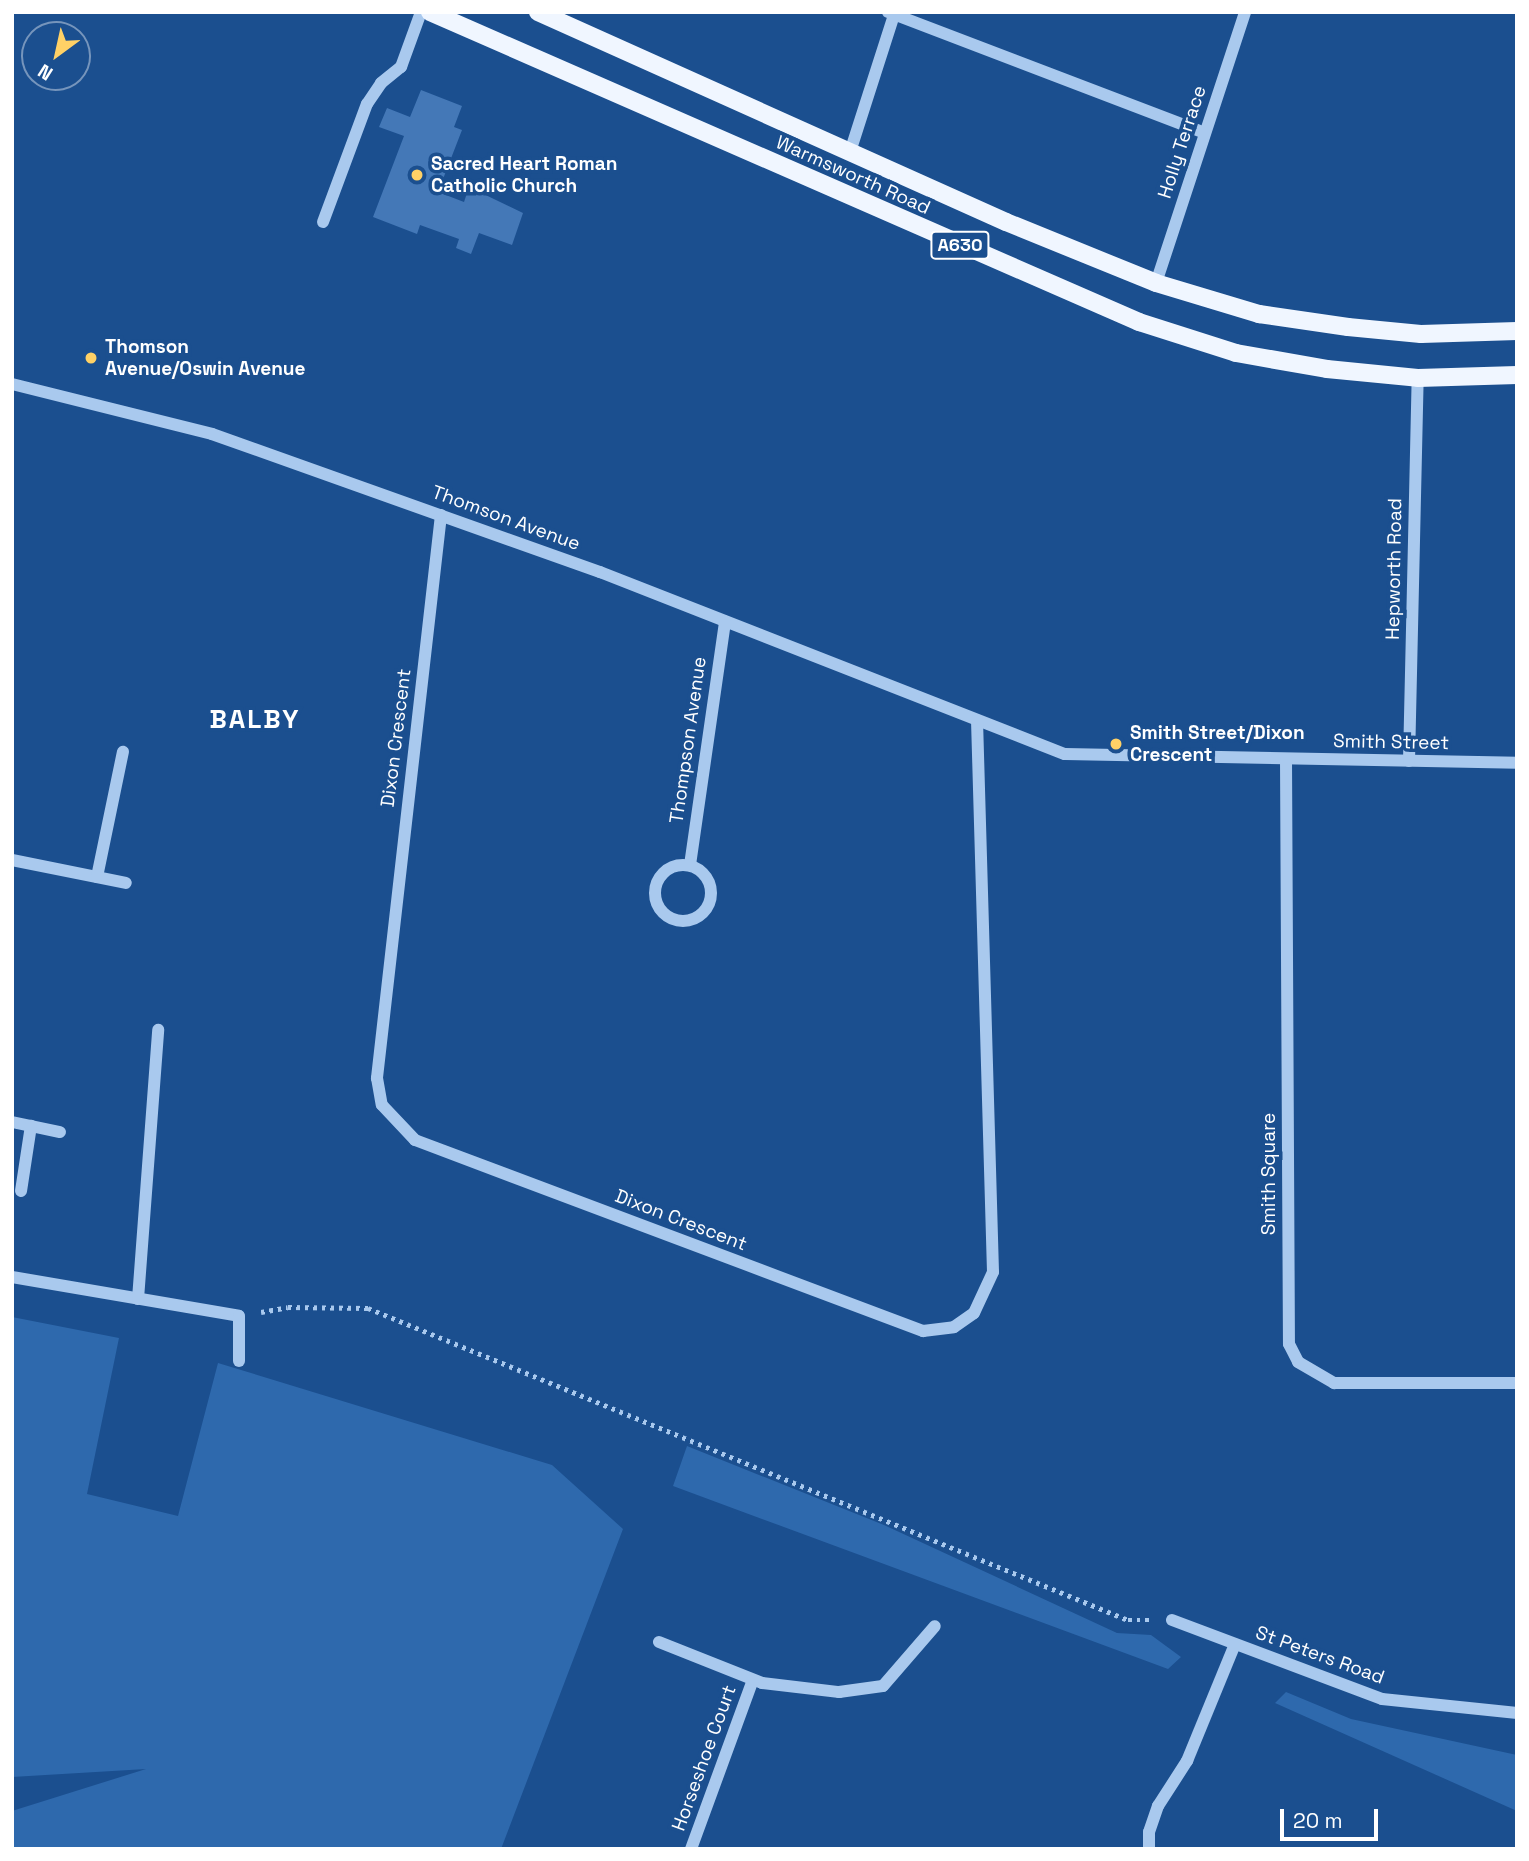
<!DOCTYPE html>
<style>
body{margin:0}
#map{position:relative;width:1529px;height:1861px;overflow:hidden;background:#1b4f8f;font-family:"Space Grotesk",sans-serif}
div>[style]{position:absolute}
.green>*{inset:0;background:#2e69ad}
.building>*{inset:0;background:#4478b7}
.path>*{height:4.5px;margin-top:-2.25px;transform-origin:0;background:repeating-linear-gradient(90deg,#a9c9ee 0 3.5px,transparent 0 8.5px)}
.minor>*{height:12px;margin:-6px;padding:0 6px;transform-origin:6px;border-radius:6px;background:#a9c9ee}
.minor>.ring{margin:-6px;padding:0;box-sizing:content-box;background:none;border:12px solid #a9c9ee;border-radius:50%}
.major>*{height:18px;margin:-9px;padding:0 9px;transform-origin:9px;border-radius:9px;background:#f0f6ff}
.dots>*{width:19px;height:19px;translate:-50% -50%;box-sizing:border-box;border:4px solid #1b4f8f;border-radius:50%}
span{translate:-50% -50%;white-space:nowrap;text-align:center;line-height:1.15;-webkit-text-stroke:7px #1b4f8f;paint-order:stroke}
.shield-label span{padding:2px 5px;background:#1b4f8f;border:2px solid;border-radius:5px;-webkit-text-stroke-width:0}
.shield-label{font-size:18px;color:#fff;font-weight:700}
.street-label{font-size:19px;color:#fff}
.poi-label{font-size:19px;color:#fff;font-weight:700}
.left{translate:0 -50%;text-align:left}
.district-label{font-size:26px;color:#fff;font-weight:700;letter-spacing:2px}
.frame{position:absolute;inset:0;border:14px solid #fff;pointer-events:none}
.north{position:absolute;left:21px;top:21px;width:70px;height:70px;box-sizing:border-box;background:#1b4f8f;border:2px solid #7695bc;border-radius:50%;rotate:213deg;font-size:19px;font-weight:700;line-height:28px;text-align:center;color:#fff}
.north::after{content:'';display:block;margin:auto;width:24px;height:32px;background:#ffd166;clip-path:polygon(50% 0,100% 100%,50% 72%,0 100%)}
.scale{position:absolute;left:1280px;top:1809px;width:98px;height:32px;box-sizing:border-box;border:4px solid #fff;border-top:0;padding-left:9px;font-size:21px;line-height:24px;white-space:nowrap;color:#fff;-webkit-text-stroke:5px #1b4f8f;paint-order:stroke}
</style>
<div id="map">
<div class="green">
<i style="clip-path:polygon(12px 1317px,119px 1338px,87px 1494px,178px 1516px,218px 1363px,552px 1465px,623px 1529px,501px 1849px,12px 1849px,12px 1811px,146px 1769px,12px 1777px)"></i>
<i style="clip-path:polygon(687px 1446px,884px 1525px,1117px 1633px,1151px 1635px,1181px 1657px,1168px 1669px,673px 1486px)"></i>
<i style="clip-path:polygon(1286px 1692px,1351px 1719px,1517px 1755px,1517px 1811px,1275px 1703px)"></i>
</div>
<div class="building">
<i style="clip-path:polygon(421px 90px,462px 106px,454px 127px,462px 130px,438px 192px,464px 202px,469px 187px,523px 213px,512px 245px,479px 233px,471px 254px,456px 248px,459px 239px,420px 225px,417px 234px,373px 217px,404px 136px,379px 127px,387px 108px,410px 117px)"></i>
</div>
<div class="path">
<i style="left:261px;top:1312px;width:27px;rotate:-10deg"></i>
<i style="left:288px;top:1307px;width:80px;rotate:0.7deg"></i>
<i style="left:368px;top:1308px;width:822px;rotate:22.32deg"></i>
<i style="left:1128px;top:1620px;width:21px"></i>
</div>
<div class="minor">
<i style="left:888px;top:12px;width:339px;rotate:20.9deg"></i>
<i style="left:850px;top:152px;width:147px;rotate:-72.2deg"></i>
<i style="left:323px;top:222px;width:126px;rotate:-69.6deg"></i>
<i style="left:367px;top:104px;width:25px;rotate:-56deg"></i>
<i style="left:381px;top:83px;width:26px;rotate:-39deg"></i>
<i style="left:401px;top:67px;width:59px;rotate:-70deg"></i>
<i style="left:1156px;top:283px;width:285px;rotate:-71.8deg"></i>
<i style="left:12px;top:384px;width:206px;rotate:14deg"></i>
<i style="left:212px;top:434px;width:412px;rotate:19.6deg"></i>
<i style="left:600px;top:572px;width:499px;rotate:21.4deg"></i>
<i style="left:1065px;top:754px;width:452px;rotate:1.1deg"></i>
<i style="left:441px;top:515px;width:567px;rotate:96.49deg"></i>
<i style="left:377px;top:1078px;width:27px;rotate:80deg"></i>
<i style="left:382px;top:1105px;width:48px;rotate:46.7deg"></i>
<i style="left:415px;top:1140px;width:543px;rotate:20.61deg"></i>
<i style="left:923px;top:1331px;width:31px;rotate:-7deg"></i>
<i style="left:954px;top:1327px;width:24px;rotate:-35deg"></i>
<i style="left:974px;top:1313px;width:45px;rotate:-65.1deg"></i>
<i style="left:993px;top:1272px;width:552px;rotate:-91.66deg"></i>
<i style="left:1286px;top:759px;width:585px;rotate:89.71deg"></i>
<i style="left:1289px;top:1344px;width:20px;rotate:63deg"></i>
<i style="left:1298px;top:1362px;width:42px;rotate:30.3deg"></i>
<i style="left:1334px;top:1383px;width:183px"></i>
<i style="left:1409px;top:761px;width:383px;rotate:-88.7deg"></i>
<i style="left:12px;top:860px;width:116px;rotate:11.4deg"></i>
<i style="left:690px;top:865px;width:246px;rotate:-81.8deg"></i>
<i class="ring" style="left:655px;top:865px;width:44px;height:44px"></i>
<i style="left:97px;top:877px;width:128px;rotate:-78.3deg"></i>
<i style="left:12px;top:1122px;width:49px;rotate:11.8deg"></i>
<i style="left:21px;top:1191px;width:66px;rotate:-81.3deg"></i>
<i style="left:12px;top:1277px;width:230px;rotate:9.7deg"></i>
<i style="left:239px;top:1316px;width:45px;rotate:90deg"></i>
<i style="left:138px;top:1299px;width:270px;rotate:-85.7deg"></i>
<i style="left:1172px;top:1620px;width:224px;rotate:20.6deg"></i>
<i style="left:1382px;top:1699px;width:136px;rotate:5.9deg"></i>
<i style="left:659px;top:1642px;width:111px;rotate:21.7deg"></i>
<i style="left:762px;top:1683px;width:78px;rotate:6.7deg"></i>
<i style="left:839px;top:1692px;width:44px;rotate:-7.8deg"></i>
<i style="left:883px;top:1686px;width:79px;rotate:-49.1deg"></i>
<i style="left:691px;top:1849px;width:180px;rotate:-69.9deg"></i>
<i style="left:1149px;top:1849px;width:17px;rotate:-90deg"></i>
<i style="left:1149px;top:1832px;width:28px;rotate:-71deg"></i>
<i style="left:1158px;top:1806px;width:54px;rotate:-57.2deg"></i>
<i style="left:1187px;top:1761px;width:126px;rotate:-67.7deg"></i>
</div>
<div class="major">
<i style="left:430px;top:12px;width:774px;rotate:23.62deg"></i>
<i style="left:1139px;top:322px;width:102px;rotate:17.7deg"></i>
<i style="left:1236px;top:353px;width:92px;rotate:10deg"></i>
<i style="left:1327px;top:369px;width:91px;rotate:5.6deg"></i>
<i style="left:1418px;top:378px;width:99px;rotate:-1.7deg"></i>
<i style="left:538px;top:12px;width:513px;rotate:24.17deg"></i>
<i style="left:1006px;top:222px;width:162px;rotate:22.1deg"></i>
<i style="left:1156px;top:283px;width:108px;rotate:16.8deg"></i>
<i style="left:1259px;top:314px;width:90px;rotate:8.3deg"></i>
<i style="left:1348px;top:327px;width:73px;rotate:5.5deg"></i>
<i style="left:1421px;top:334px;width:96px;rotate:-1.8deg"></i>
</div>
<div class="dots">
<i style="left:417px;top:175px;background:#ffd166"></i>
<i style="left:91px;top:358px;background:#ffd166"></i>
<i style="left:1116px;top:744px;background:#ffd166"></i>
</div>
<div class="shield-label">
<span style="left:960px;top:245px">A630</span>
</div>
<div class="street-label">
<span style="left:1182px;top:142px;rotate:-72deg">Holly Terrace</span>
<span style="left:853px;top:175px;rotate:24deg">Warmsworth Road</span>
<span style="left:506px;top:518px;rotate:20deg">Thomson Avenue</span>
<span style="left:1394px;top:569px;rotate:-89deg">Hepworth Road</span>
<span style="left:396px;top:738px;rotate:-83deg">Dixon Crescent</span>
<span style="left:688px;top:740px;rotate:-82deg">Thompson Avenue</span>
<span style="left:1391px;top:742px;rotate:1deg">Smith Street</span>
<span style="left:1269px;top:1174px;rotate:-90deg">Smith Square</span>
<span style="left:681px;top:1220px;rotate:21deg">Dixon Crescent</span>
<span style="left:1320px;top:1655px;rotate:20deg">St Peters Road</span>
<span style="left:704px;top:1758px;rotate:-70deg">Horseshoe Court</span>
</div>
<div class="poi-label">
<span class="left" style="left:431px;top:175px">Sacred Heart Roman<br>Catholic Church</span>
<span class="left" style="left:105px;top:358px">Thomson<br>Avenue/Oswin Avenue</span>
<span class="left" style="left:1130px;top:744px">Smith Street/Dixon<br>Crescent</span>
</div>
<div class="district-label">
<span style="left:255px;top:720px">BALBY</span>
</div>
<div class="frame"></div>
<div class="north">N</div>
<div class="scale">20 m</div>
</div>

#####

**What the task requires**: Only the lines from the start of the records through the line containing "0 3.5px,transparent 0" should be repeated, word for word, with the pictures left out.

**Answer for the task**:
<!DOCTYPE html>
<style>
body{margin:0}
#map{position:relative;width:1529px;height:1861px;overflow:hidden;background:#1b4f8f;font-family:"Space Grotesk",sans-serif}
div>[style]{position:absolute}
.green>*{inset:0;background:#2e69ad}
.building>*{inset:0;background:#4478b7}
.path>*{height:4.5px;margin-top:-2.25px;transform-origin:0;background:repeating-linear-gradient(90deg,#a9c9ee 0 3.5px,transparent 0 8.5px)}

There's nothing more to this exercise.